--- START ---

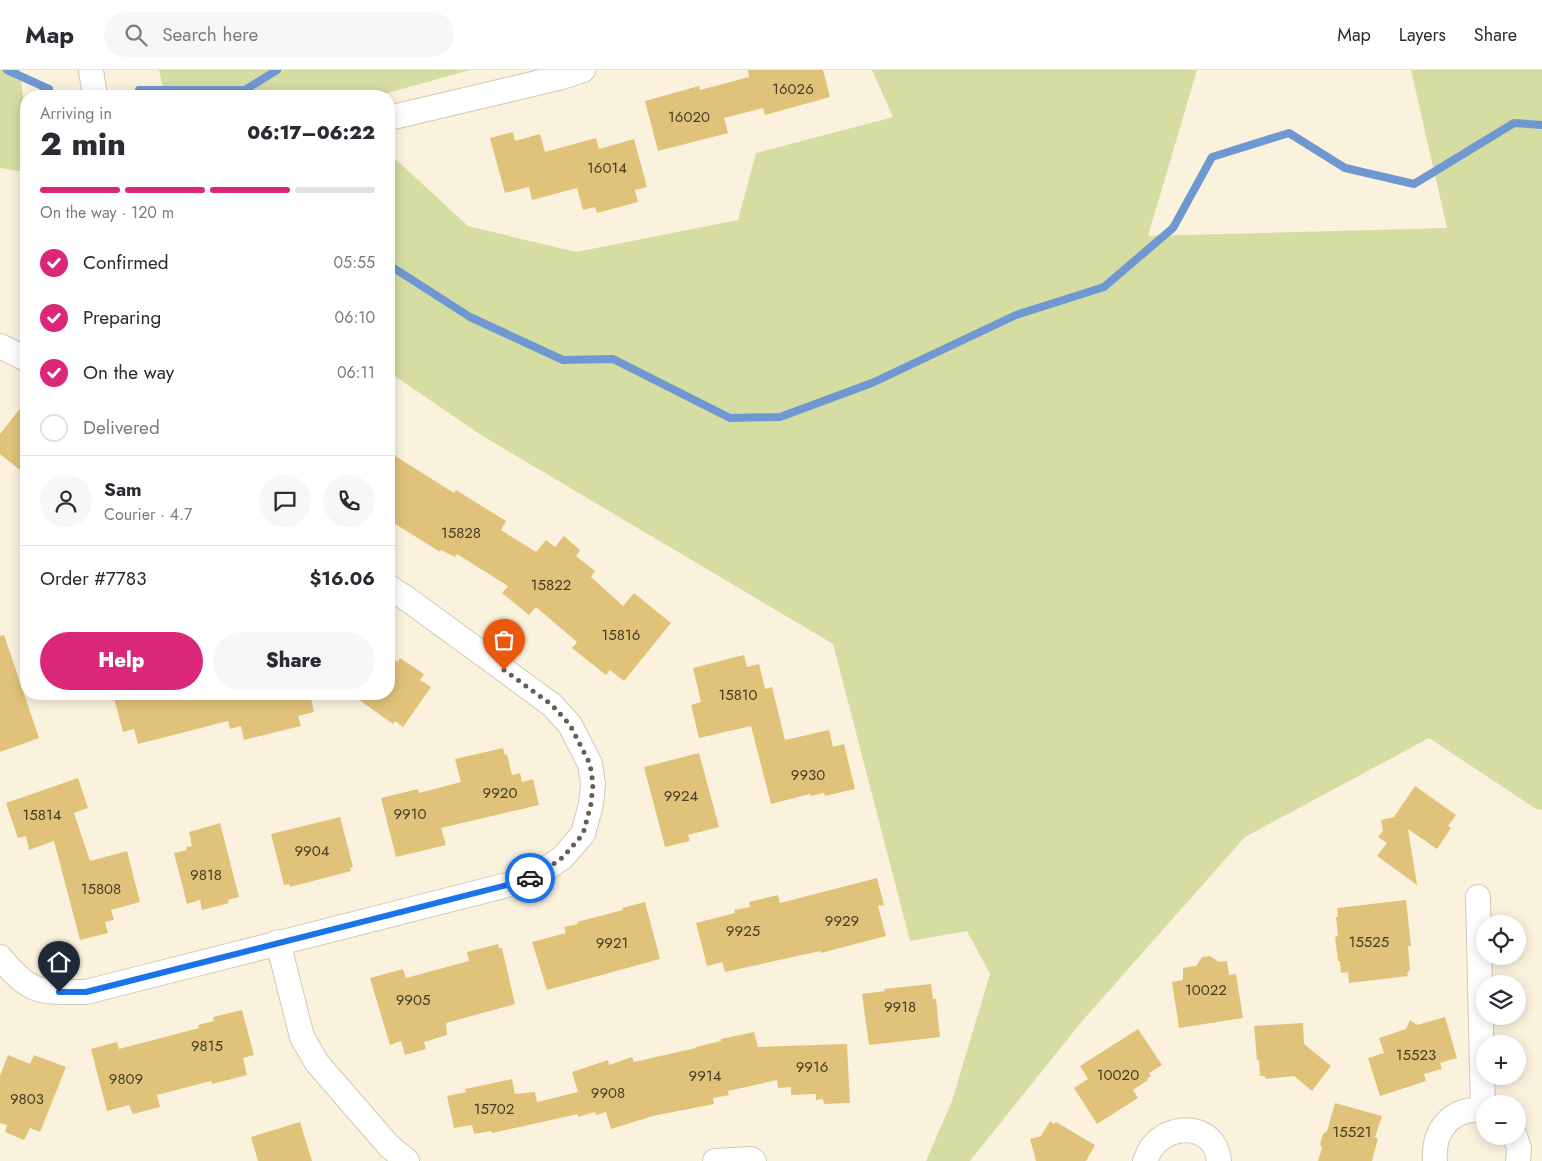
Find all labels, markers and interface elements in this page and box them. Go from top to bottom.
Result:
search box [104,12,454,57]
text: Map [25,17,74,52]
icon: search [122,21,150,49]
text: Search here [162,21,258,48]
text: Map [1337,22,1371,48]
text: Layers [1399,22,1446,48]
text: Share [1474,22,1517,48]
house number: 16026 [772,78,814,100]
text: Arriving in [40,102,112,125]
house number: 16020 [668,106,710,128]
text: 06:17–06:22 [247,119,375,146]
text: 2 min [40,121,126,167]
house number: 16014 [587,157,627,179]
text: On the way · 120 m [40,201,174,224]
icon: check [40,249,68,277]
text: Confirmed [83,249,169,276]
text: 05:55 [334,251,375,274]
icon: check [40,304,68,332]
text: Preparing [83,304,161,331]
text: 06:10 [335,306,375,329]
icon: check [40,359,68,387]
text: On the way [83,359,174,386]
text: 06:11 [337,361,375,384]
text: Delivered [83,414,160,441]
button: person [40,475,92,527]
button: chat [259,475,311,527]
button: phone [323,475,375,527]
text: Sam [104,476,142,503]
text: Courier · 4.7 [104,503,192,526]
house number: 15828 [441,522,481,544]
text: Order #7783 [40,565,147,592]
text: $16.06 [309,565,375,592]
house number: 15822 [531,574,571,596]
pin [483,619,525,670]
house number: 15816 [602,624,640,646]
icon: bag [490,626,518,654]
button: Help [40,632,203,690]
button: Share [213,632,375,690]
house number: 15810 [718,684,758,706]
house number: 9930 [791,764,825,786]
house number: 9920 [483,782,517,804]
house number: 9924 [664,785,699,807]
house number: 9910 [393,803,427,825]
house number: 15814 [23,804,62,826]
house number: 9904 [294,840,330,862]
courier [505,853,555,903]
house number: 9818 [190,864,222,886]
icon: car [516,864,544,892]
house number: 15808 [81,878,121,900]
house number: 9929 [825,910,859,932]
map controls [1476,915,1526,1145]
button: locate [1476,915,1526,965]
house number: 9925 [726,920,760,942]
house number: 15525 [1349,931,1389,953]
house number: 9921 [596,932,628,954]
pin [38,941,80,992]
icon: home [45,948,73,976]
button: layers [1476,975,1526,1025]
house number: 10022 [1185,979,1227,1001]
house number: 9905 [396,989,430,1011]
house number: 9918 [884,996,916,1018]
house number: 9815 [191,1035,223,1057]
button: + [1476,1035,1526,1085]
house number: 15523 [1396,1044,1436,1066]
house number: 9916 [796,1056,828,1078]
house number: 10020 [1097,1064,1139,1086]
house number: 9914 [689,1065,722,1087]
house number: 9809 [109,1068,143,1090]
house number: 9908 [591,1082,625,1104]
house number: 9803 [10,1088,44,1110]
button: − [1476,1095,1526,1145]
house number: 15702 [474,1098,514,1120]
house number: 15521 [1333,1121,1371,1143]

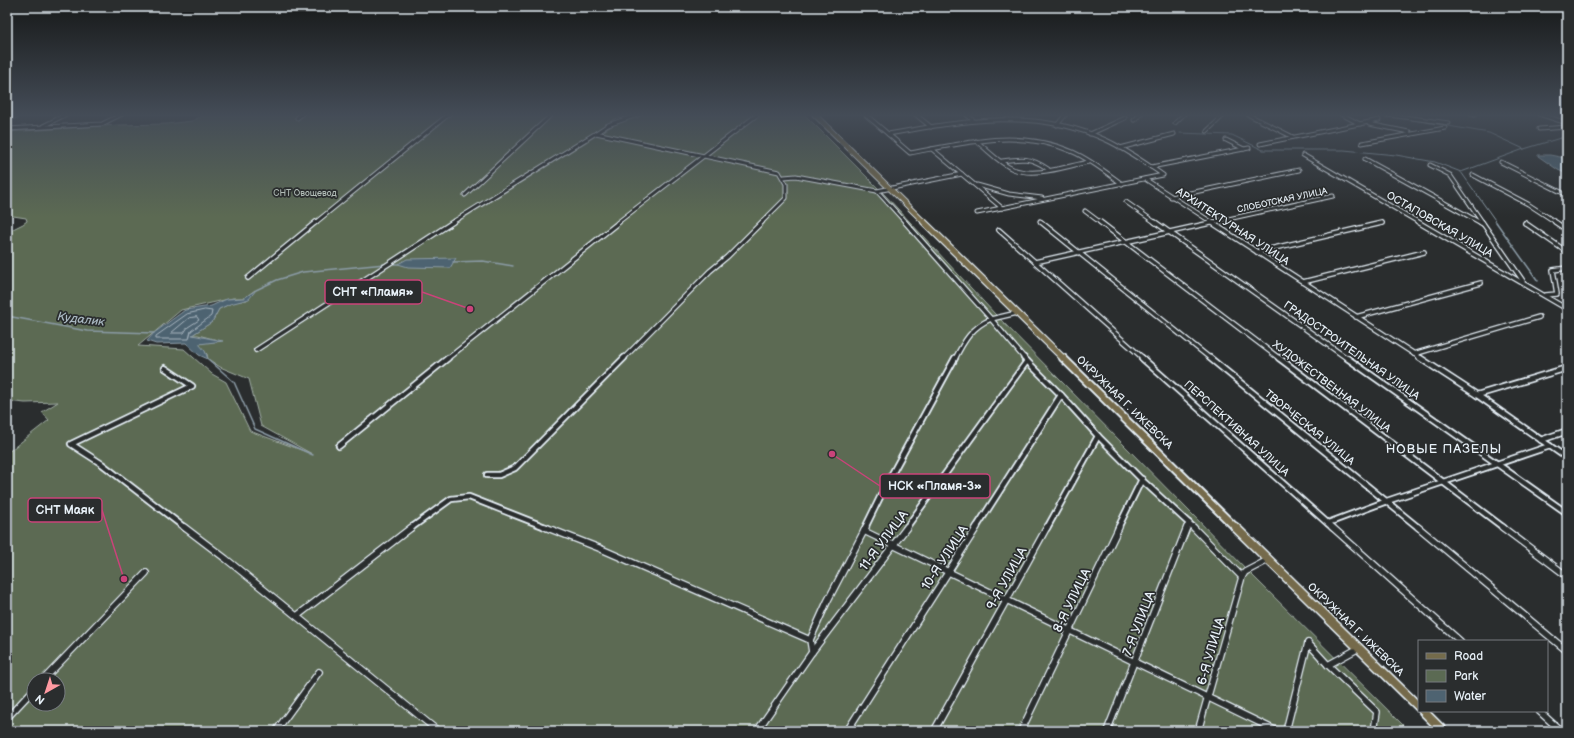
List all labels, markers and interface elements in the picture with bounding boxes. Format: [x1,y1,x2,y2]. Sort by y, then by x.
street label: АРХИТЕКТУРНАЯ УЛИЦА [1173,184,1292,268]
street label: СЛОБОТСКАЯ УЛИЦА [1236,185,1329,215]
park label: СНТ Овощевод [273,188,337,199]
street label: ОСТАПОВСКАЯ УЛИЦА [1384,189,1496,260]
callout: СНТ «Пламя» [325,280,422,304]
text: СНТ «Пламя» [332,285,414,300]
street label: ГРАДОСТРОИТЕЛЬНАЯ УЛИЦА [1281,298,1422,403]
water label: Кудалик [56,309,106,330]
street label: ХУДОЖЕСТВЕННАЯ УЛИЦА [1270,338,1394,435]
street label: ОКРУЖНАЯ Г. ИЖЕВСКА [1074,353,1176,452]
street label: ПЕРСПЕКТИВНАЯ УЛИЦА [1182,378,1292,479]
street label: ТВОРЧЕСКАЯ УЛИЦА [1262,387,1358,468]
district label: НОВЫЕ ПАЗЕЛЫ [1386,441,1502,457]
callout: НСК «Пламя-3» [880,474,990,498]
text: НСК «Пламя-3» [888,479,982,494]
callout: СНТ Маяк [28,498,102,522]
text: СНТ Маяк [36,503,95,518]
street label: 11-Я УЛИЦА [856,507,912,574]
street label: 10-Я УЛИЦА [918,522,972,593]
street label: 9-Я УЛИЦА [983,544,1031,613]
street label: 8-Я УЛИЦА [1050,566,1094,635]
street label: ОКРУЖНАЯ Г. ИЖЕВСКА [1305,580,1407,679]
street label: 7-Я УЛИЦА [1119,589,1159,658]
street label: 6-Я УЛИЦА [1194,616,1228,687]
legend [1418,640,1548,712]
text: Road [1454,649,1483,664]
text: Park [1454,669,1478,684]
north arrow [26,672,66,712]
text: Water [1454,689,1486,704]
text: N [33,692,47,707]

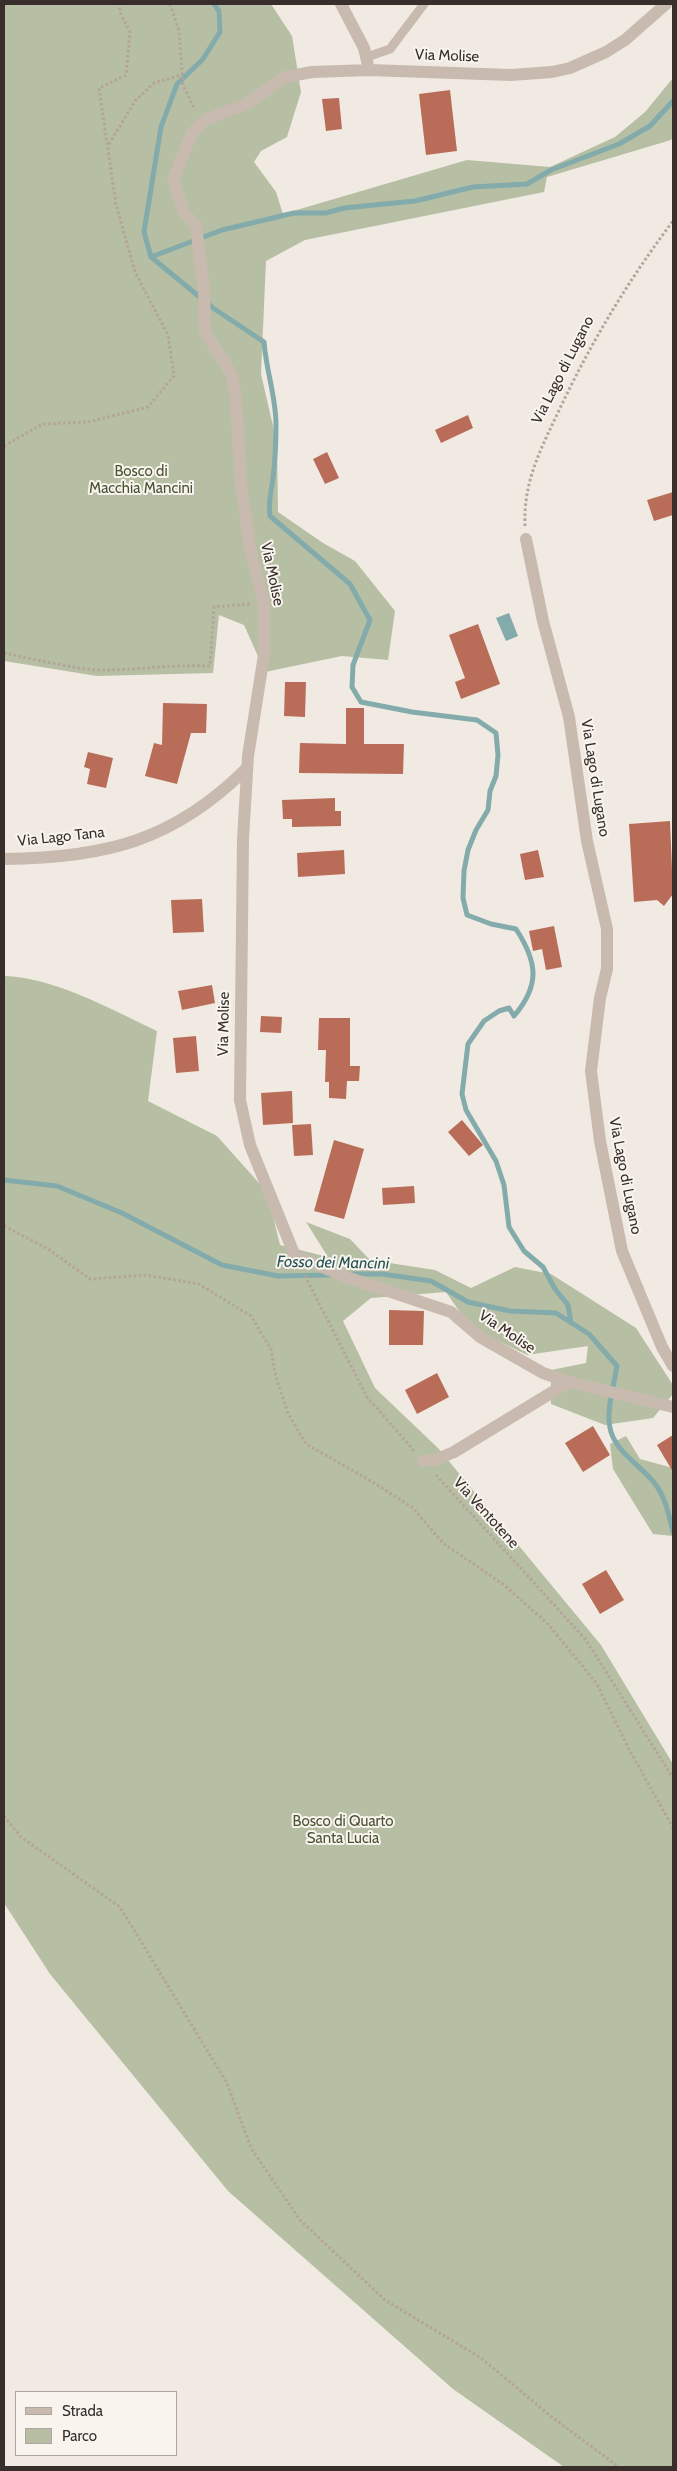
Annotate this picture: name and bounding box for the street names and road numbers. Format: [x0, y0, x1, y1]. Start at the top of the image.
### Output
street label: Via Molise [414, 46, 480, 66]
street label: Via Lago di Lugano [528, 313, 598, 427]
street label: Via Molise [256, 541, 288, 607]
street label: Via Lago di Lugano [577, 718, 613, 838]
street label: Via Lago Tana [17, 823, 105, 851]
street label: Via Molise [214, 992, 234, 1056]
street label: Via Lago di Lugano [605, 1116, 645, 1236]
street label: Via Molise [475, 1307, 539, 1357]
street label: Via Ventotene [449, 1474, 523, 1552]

--- END ---

• **To do**: In the copy, include no pictures, but repeat the listing exactly.

• **Reply**:
Find all labels, markers and interface elements in this page and box them. Go from top to bottom.
Result:
search box [104,12,454,57]
text: Map [25,17,74,52]
icon: search [122,21,150,49]
text: Search here [162,21,258,48]
text: Map [1337,22,1371,48]
text: Layers [1399,22,1446,48]
text: Share [1474,22,1517,48]
house number: 16026 [772,78,814,100]
text: Arriving in [40,102,112,125]
house number: 16020 [668,106,710,128]
text: 06:17–06:22 [247,119,375,146]
text: 2 min [40,121,126,167]
house number: 16014 [587,157,627,179]
text: On the way · 120 m [40,201,174,224]
icon: check [40,249,68,277]
text: Confirmed [83,249,169,276]
text: 05:55 [334,251,375,274]
icon: check [40,304,68,332]
text: Preparing [83,304,161,331]
text: 06:10 [335,306,375,329]
icon: check [40,359,68,387]
text: On the way [83,359,174,386]
text: 06:11 [337,361,375,384]
text: Delivered [83,414,160,441]
button: person [40,475,92,527]
button: chat [259,475,311,527]
button: phone [323,475,375,527]
text: Sam [104,476,142,503]
text: Courier · 4.7 [104,503,192,526]
house number: 15828 [441,522,481,544]
text: Order #7783 [40,565,147,592]
text: $16.06 [309,565,375,592]
house number: 15822 [531,574,571,596]
pin [483,619,525,670]
house number: 15816 [602,624,640,646]
icon: bag [490,626,518,654]
button: Help [40,632,203,690]
button: Share [213,632,375,690]
house number: 15810 [718,684,758,706]
house number: 9930 [791,764,825,786]
house number: 9920 [483,782,517,804]
house number: 9924 [664,785,699,807]
house number: 9910 [393,803,427,825]
house number: 15814 [23,804,62,826]
house number: 9904 [294,840,330,862]
courier [505,853,555,903]
house number: 9818 [190,864,222,886]
icon: car [516,864,544,892]
house number: 15808 [81,878,121,900]
house number: 9929 [825,910,859,932]
map controls [1476,915,1526,1145]
button: locate [1476,915,1526,965]
house number: 9925 [726,920,760,942]
house number: 15525 [1349,931,1389,953]
house number: 9921 [596,932,628,954]
pin [38,941,80,992]
icon: home [45,948,73,976]
button: layers [1476,975,1526,1025]
house number: 10022 [1185,979,1227,1001]
house number: 9905 [396,989,430,1011]
house number: 9918 [884,996,916,1018]
house number: 9815 [191,1035,223,1057]
button: + [1476,1035,1526,1085]
house number: 15523 [1396,1044,1436,1066]
house number: 9916 [796,1056,828,1078]
house number: 10020 [1097,1064,1139,1086]
house number: 9914 [689,1065,722,1087]
house number: 9809 [109,1068,143,1090]
house number: 9908 [591,1082,625,1104]
house number: 9803 [10,1088,44,1110]
button: − [1476,1095,1526,1145]
house number: 15702 [474,1098,514,1120]
house number: 15521 [1333,1121,1371,1143]

List all labels, markers and interface elements in the picture with bounding boxes. Format: [x1,y1,x2,y2]. Sort by y, then by x.
street label: АРХИТЕКТУРНАЯ УЛИЦА [1173,184,1292,268]
street label: СЛОБОТСКАЯ УЛИЦА [1236,185,1329,215]
park label: СНТ Овощевод [273,188,337,199]
street label: ОСТАПОВСКАЯ УЛИЦА [1384,189,1496,260]
callout: СНТ «Пламя» [325,280,422,304]
text: СНТ «Пламя» [332,285,414,300]
street label: ГРАДОСТРОИТЕЛЬНАЯ УЛИЦА [1281,298,1422,403]
water label: Кудалик [56,309,106,330]
street label: ХУДОЖЕСТВЕННАЯ УЛИЦА [1270,338,1394,435]
street label: ОКРУЖНАЯ Г. ИЖЕВСКА [1074,353,1176,452]
street label: ПЕРСПЕКТИВНАЯ УЛИЦА [1182,378,1292,479]
street label: ТВОРЧЕСКАЯ УЛИЦА [1262,387,1358,468]
district label: НОВЫЕ ПАЗЕЛЫ [1386,441,1502,457]
callout: НСК «Пламя-3» [880,474,990,498]
text: НСК «Пламя-3» [888,479,982,494]
callout: СНТ Маяк [28,498,102,522]
text: СНТ Маяк [36,503,95,518]
street label: 11-Я УЛИЦА [856,507,912,574]
street label: 10-Я УЛИЦА [918,522,972,593]
street label: 9-Я УЛИЦА [983,544,1031,613]
street label: 8-Я УЛИЦА [1050,566,1094,635]
street label: ОКРУЖНАЯ Г. ИЖЕВСКА [1305,580,1407,679]
street label: 7-Я УЛИЦА [1119,589,1159,658]
street label: 6-Я УЛИЦА [1194,616,1228,687]
legend [1418,640,1548,712]
text: Road [1454,649,1483,664]
text: Park [1454,669,1478,684]
north arrow [26,672,66,712]
text: Water [1454,689,1486,704]
text: N [33,692,47,707]

Annotate this picture: name and bounding box for the street names and road numbers. Format: [x0, y0, x1, y1]. Start at the top of the image.
### Output
street label: Via Molise [414, 46, 480, 66]
street label: Via Lago di Lugano [528, 313, 598, 427]
street label: Via Molise [256, 541, 288, 607]
street label: Via Lago di Lugano [577, 718, 613, 838]
street label: Via Lago Tana [17, 823, 105, 851]
street label: Via Molise [214, 992, 234, 1056]
street label: Via Lago di Lugano [605, 1116, 645, 1236]
street label: Via Molise [475, 1307, 539, 1357]
street label: Via Ventotene [449, 1474, 523, 1552]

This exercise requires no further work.